You see people through the dampened window of a coffee shop; they’re talking and exuding warmth. You can feel it through the walls.
As you look up into the waning light of the sky, you close your eyes, overwhelmed with joy, bliss, and peace.
Your eyes open. You’re in bed, and the sun is barely perceptible beyond the cloak of the curtain. You’re back in your body; the creak in your limbs that’s been there for years is noticeable. Confusion creeps into your being as the thoughts bombard your consciousness. What did I just feel? You wonder. It felt so real… because it is.
At what point does the incomprehensible become trivial? Life — this incredible gift of being — becomes routine as our days, each a chord in the song of our lives, blend into one low hum. There’s a part of each of us that longs for the same thing, a release from the confines of our self.
Within these confines, each day is trivial, instead of miraculous. Every painful moment drags us down instead of making us dig deeper. Perhaps we feel we can’t share in the beauty of being alive, because to truly appreciate what’s happening here would seem abnormal. We want to fit in, blend in, and act as if we don’t feel hurt, broken, weak. But we do — we all do in some capacity.
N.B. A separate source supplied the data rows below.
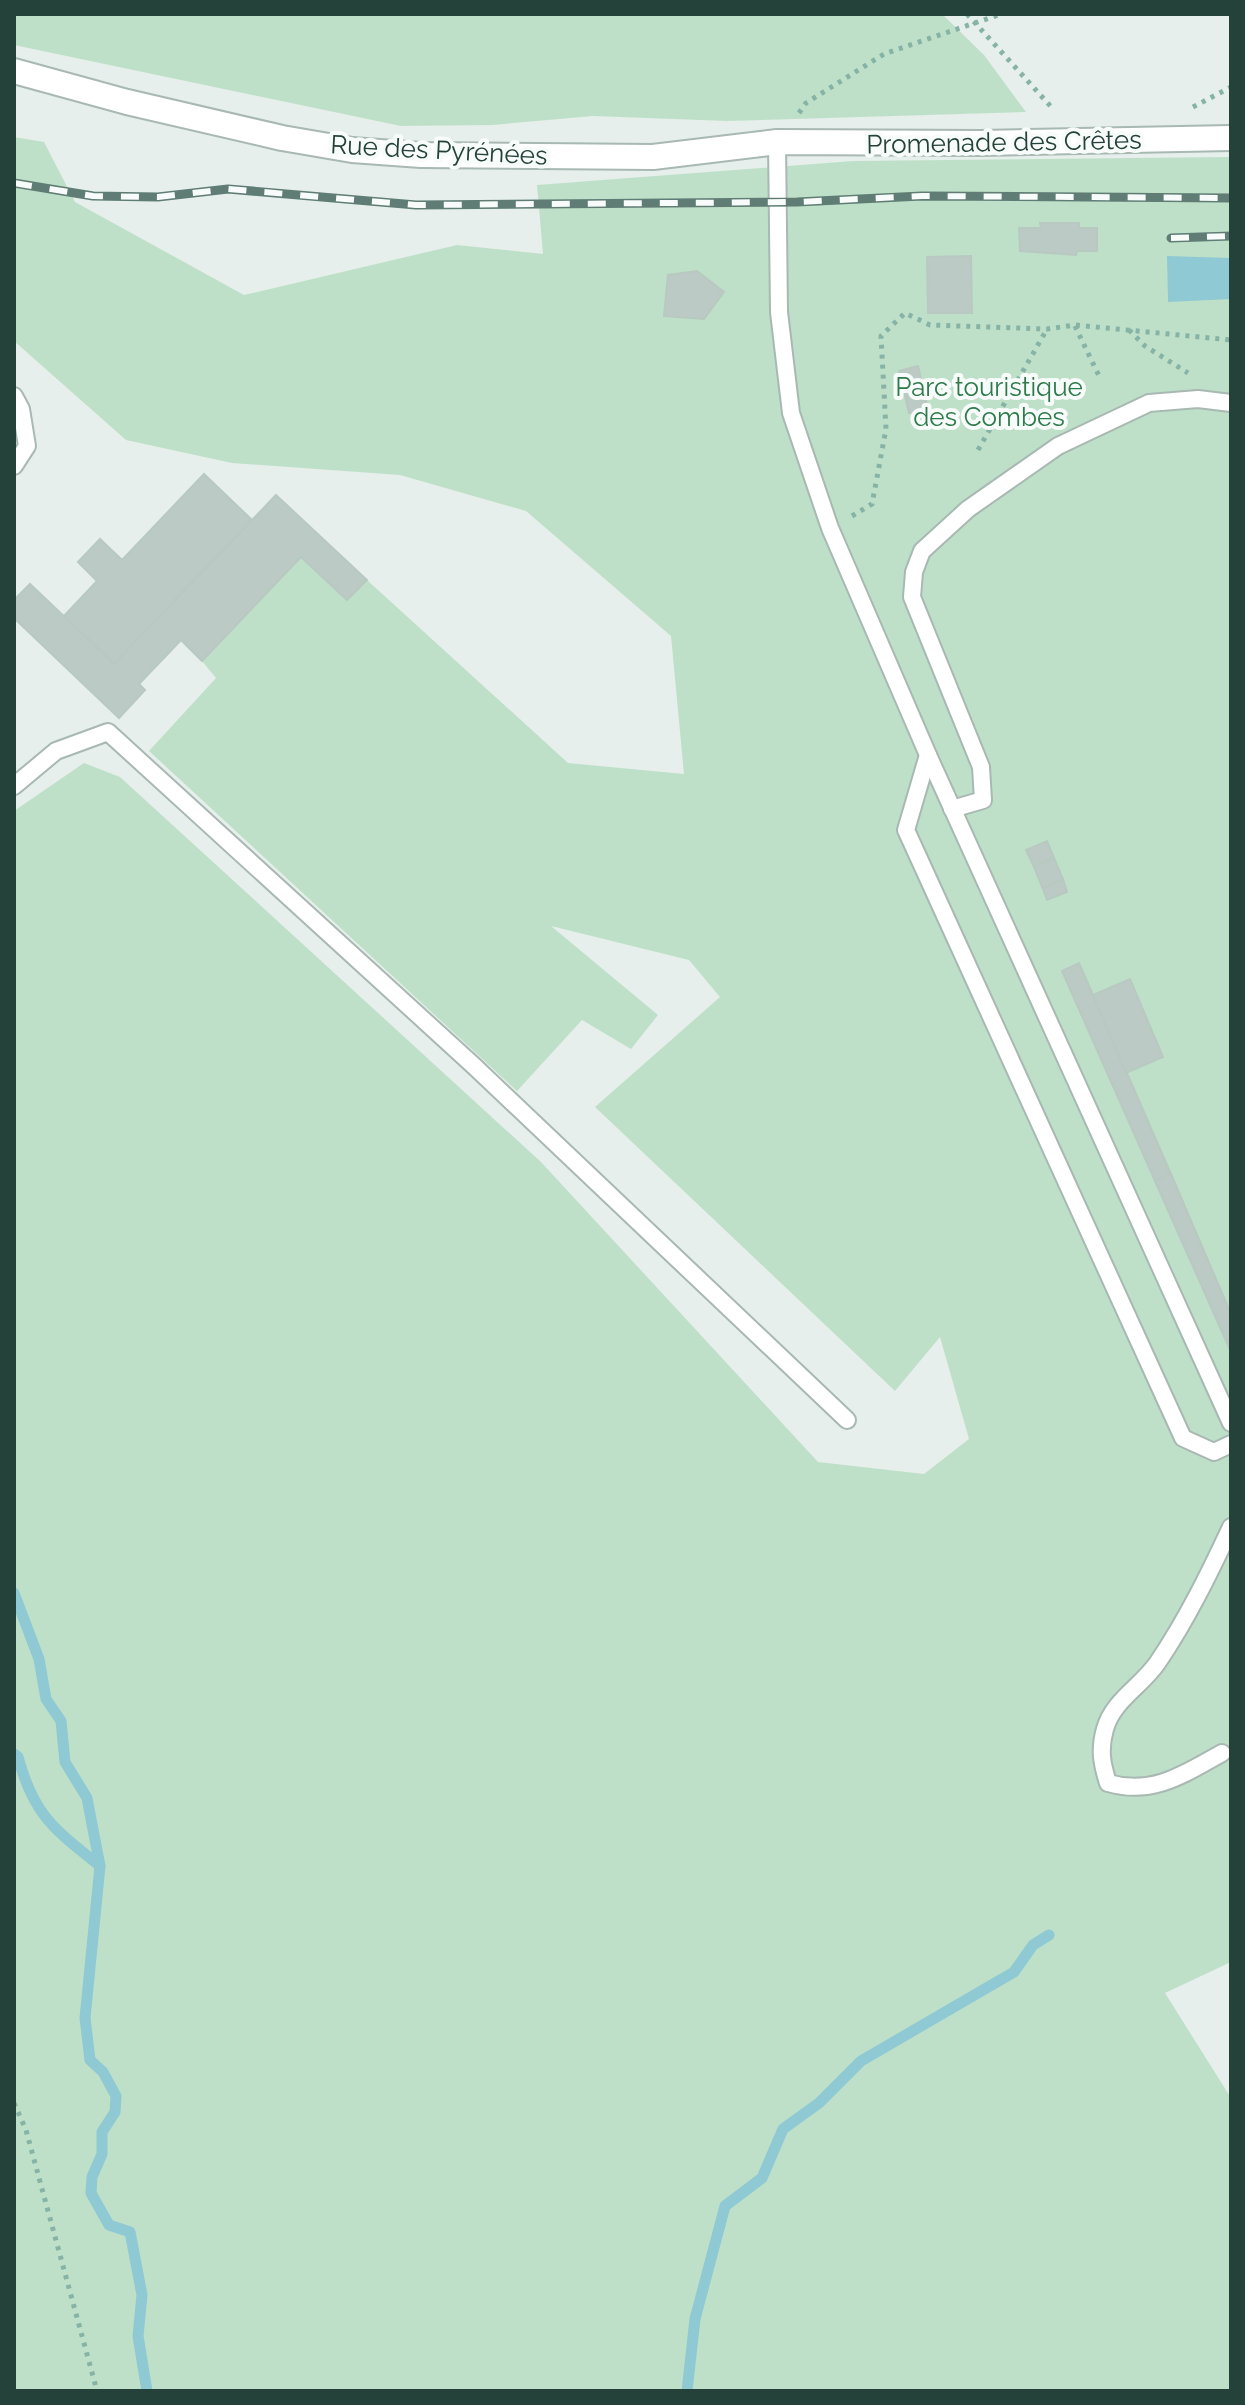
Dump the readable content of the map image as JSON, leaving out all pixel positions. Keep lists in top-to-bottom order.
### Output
{
  "streets": {
    "street": ["Promenade des Crêtes", "Rue des Pyrénées"]
  },
  "crossings": [
    ["Promenade des Crêtes", "Rue des Pyrénées"]
  ],
  "parks": ["Parc touristique des Combes"]
}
There is something all of us experience which is the same for all human beings, but which nevertheless is seldom conveyed apart from in the private sphere,
writes Norwegian author Karl Ove Knausgaard in Book Six of his My Struggle series.
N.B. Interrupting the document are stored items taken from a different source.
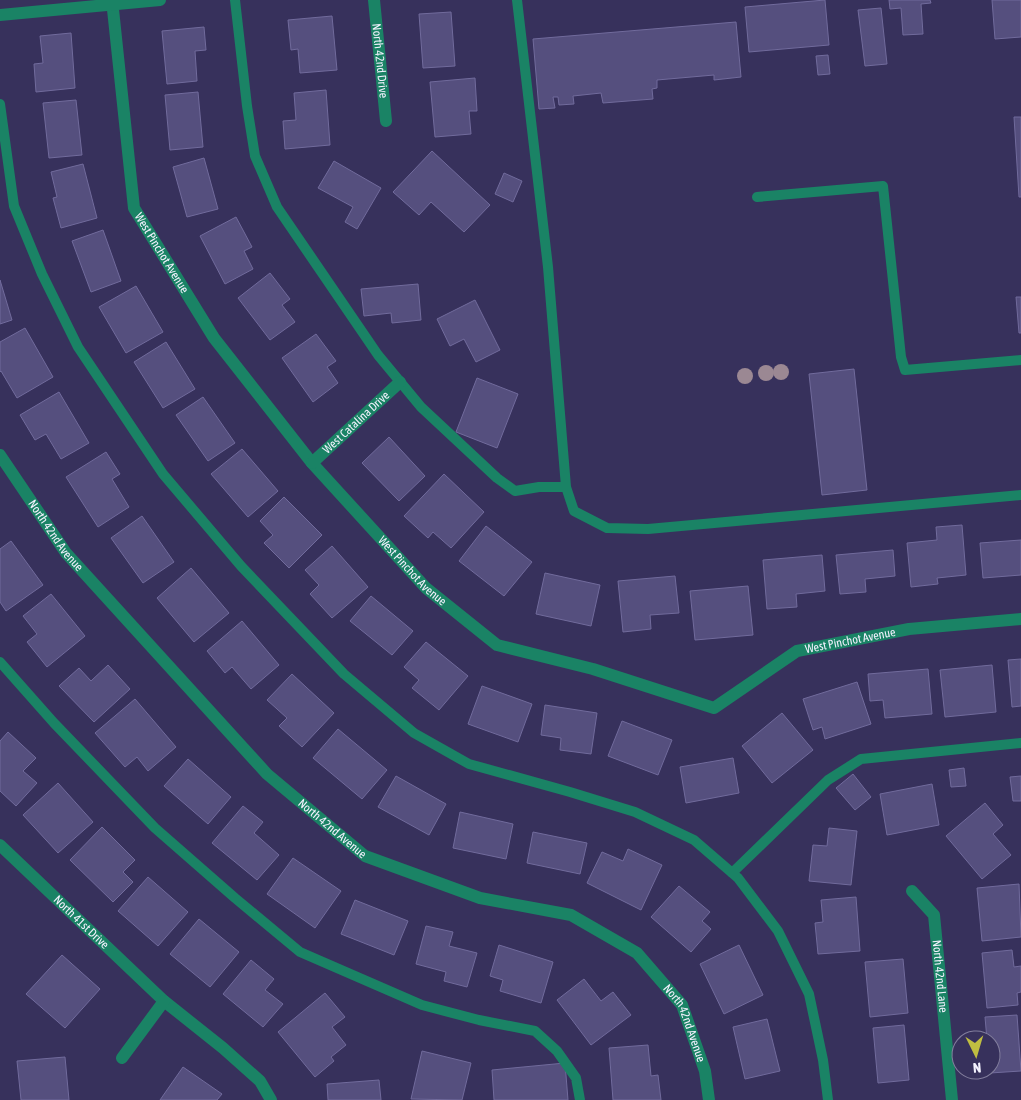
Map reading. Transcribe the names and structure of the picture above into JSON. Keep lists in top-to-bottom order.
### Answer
{
  "streets": {
    "street": [
      "North 42nd Drive",
      "West Pinchot Avenue",
      "West Catalina Drive",
      "North 42nd Avenue",
      "North 41st Drive",
      "North 42nd Lane"
    ]
  },
  "crossings": [
    ["West Pinchot Avenue", "West Catalina Drive"]
  ],
  "north": "bottom"
}
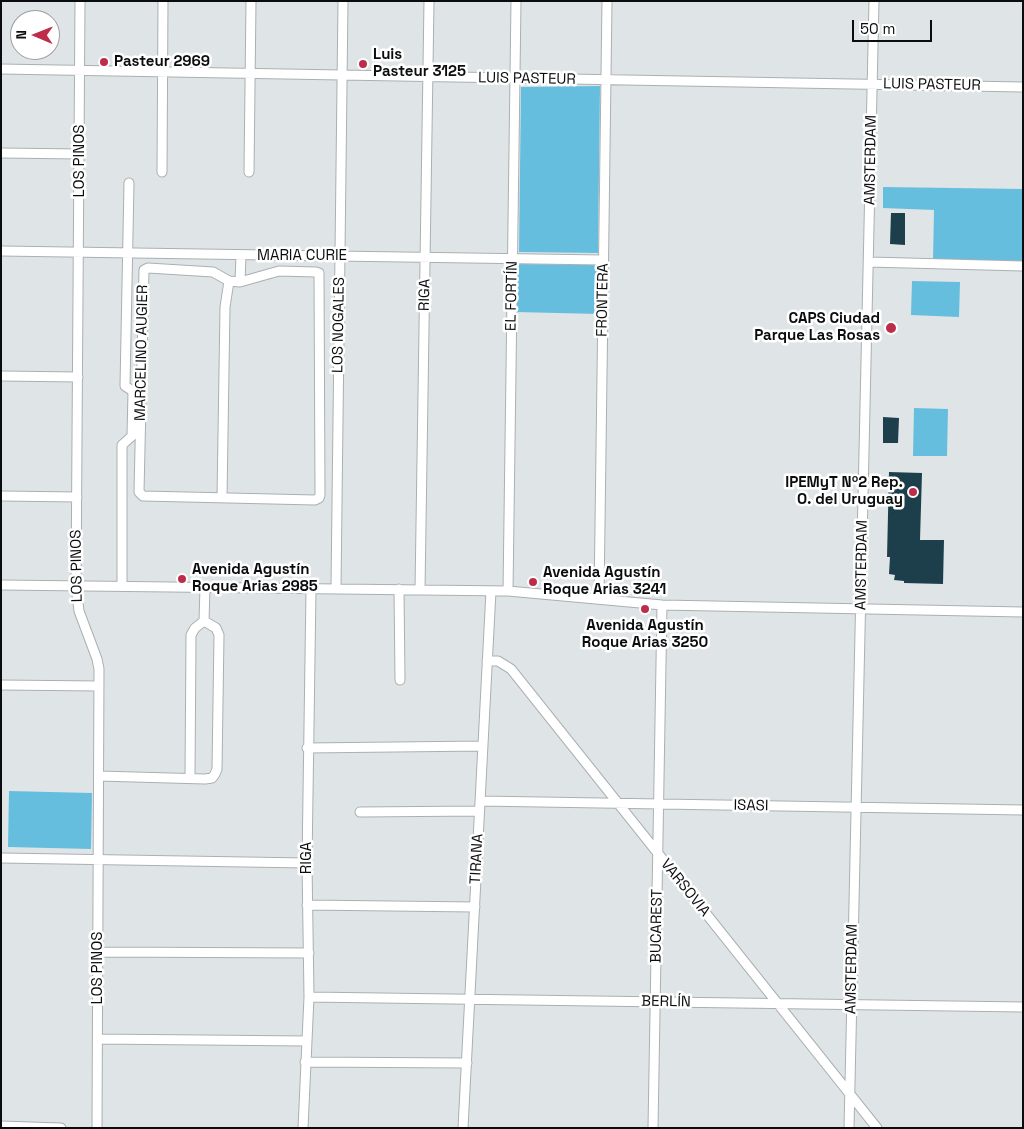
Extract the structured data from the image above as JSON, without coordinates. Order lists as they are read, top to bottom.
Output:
{
  "streets": {
    "street": [
      "LUIS PASTEUR",
      "AMSTERDAM",
      "LOS PINOS",
      "MARIA CURIE",
      "RIGA",
      "EL FORTÍN",
      "FRONTERA",
      "LOS NOGALES",
      "MARCELINO AUGIER",
      "ISASI",
      "TIRANA",
      "VARSOVIA",
      "BUCAREST",
      "BERLÍN"
    ]
  },
  "crossings": [
    ["LUIS PASTEUR", "AMSTERDAM"],
    ["LUIS PASTEUR", "LOS PINOS"],
    ["LUIS PASTEUR", "RIGA"],
    ["LUIS PASTEUR", "EL FORTÍN"],
    ["LUIS PASTEUR", "FRONTERA"],
    ["LUIS PASTEUR", "LOS NOGALES"],
    ["AMSTERDAM", "ISASI"],
    ["AMSTERDAM", "VARSOVIA"],
    ["AMSTERDAM", "BERLÍN"],
    ["LOS PINOS", "MARIA CURIE"],
    ["MARIA CURIE", "RIGA"],
    ["MARIA CURIE", "EL FORTÍN"],
    ["MARIA CURIE", "FRONTERA"],
    ["MARIA CURIE", "LOS NOGALES"],
    ["RIGA", "BERLÍN"],
    ["ISASI", "TIRANA"],
    ["ISASI", "VARSOVIA"],
    ["ISASI", "BUCAREST"],
    ["TIRANA", "VARSOVIA"],
    ["TIRANA", "BERLÍN"],
    ["VARSOVIA", "BUCAREST"],
    ["VARSOVIA", "BERLÍN"],
    ["BUCAREST", "BERLÍN"]
  ],
  "places": [
    "Pasteur 2969",
    "Luis Pasteur 3125",
    "CAPS Ciudad Parque Las Rosas",
    "IPEMyT Nº2 Rep. O. del Uruguay",
    "Avenida Agustín Roque Arias 2985",
    "Avenida Agustín Roque Arias 3241",
    "Avenida Agustín Roque Arias 3250"
  ],
  "scale_bar": "50 m",
  "north": "left"
}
All of us encounter difficulties at some point in our lives… These things are not represented, and seem not to exist, or else to exist only as a burden that each of us must bear on our own.
The My Struggle series by Karl Ove Knausgaard changed my life, specifically this quote which to me was the essence of the entire series. There’s nothing that makes Karl Ove Knausgaard particularly exceptional. There’s no reason he should have written a six-part 3,600 page series — but he did — he writes about everyday life in such a compelling way, I couldn’t put the books down.
He summarized this notion and his style of writing, but more so his way of seeing the world, in an interview with PBS. Autumn is the first of a four-book-series that parallels the seasons. While My Struggle is acutely introspective, he writes to his unborn daughter to describe the temporal details of the world in this series.
I wanted to write about the simple pleasures of life,
Knausgaard says in an interview with PBS back in 2017 around the launch of Autumn.
I want her to see the complexity of the world and that everything is somehow valuable. When I would sit in front of something and wanted to write about it, for instance, a toothbrush, there’s not much to say about it. But then you start to write, and something happens, things open up, and you see it’s loaded with meaning.
Knausgaard truly made me believe I could be a writer, if only to try and capture that daily endeavor to see every little thing we do as miraculous. Without a doubt, I get caught up in the trivialities of every day life just as much as anybody. But then, when I feel a drop of rain or I hear a bird chirping before the sun rises in the morning, it hits me.
We are all a part of something mysterious, beautiful and real. We are all undergoing the human experience where every single day is an opportunity to explore the world and who we are as people.
Life isn’t always simple, but it can be simplified. What would happen if we shifted our perspective to see the day through a brand new set of eyes? What would happen if we shared what’s on our mind, if we let it out — the pain, the joy, the fears, the music in our souls.
We might see the world for what it truly is.